Source records START

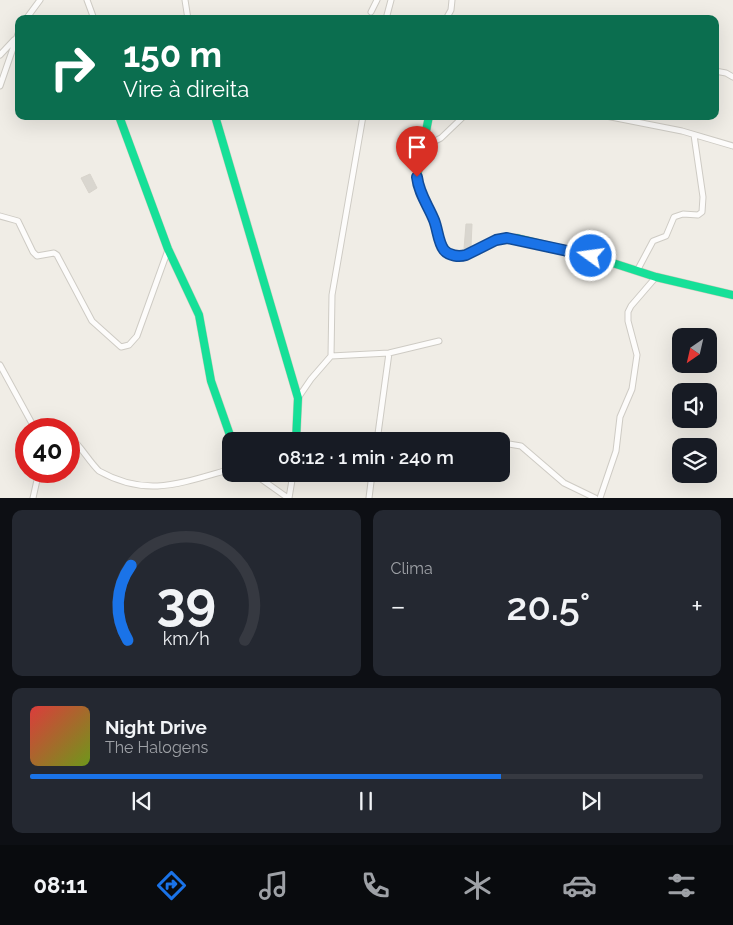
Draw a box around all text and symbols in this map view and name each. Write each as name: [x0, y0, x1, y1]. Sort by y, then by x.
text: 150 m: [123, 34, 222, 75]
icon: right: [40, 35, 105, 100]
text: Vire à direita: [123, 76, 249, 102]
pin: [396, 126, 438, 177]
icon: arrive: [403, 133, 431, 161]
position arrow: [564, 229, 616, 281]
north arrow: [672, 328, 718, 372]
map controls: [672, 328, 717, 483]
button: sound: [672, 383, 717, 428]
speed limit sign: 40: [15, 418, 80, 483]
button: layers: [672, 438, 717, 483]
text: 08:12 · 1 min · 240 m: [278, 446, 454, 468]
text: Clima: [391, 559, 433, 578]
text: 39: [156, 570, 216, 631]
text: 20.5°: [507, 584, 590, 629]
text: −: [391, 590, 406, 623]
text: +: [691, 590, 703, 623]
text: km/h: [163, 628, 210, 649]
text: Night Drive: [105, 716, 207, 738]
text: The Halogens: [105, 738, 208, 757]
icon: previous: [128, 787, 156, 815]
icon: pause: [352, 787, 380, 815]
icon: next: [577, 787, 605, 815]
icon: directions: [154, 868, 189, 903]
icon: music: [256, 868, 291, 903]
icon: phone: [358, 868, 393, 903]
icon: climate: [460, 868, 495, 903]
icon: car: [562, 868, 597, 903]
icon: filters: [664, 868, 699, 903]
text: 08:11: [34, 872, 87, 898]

Source records END

> [Directions for this task] Could you retype the records above exactly, omitting the pictures?

> [Output of the task]
Draw a box around all text and symbols in this map view and name each. Write each as name: [x0, y0, x1, y1]. Sort by y, then by x.
text: 150 m: [123, 34, 222, 75]
icon: right: [40, 35, 105, 100]
text: Vire à direita: [123, 76, 249, 102]
pin: [396, 126, 438, 177]
icon: arrive: [403, 133, 431, 161]
position arrow: [564, 229, 616, 281]
north arrow: [672, 328, 718, 372]
map controls: [672, 328, 717, 483]
button: sound: [672, 383, 717, 428]
speed limit sign: 40: [15, 418, 80, 483]
button: layers: [672, 438, 717, 483]
text: 08:12 · 1 min · 240 m: [278, 446, 454, 468]
text: Clima: [391, 559, 433, 578]
text: 39: [156, 570, 216, 631]
text: 20.5°: [507, 584, 590, 629]
text: −: [391, 590, 406, 623]
text: +: [691, 590, 703, 623]
text: km/h: [163, 628, 210, 649]
text: Night Drive: [105, 716, 207, 738]
text: The Halogens: [105, 738, 208, 757]
icon: previous: [128, 787, 156, 815]
icon: pause: [352, 787, 380, 815]
icon: next: [577, 787, 605, 815]
icon: directions: [154, 868, 189, 903]
icon: music: [256, 868, 291, 903]
icon: phone: [358, 868, 393, 903]
icon: climate: [460, 868, 495, 903]
icon: car: [562, 868, 597, 903]
icon: filters: [664, 868, 699, 903]
text: 08:11: [34, 872, 87, 898]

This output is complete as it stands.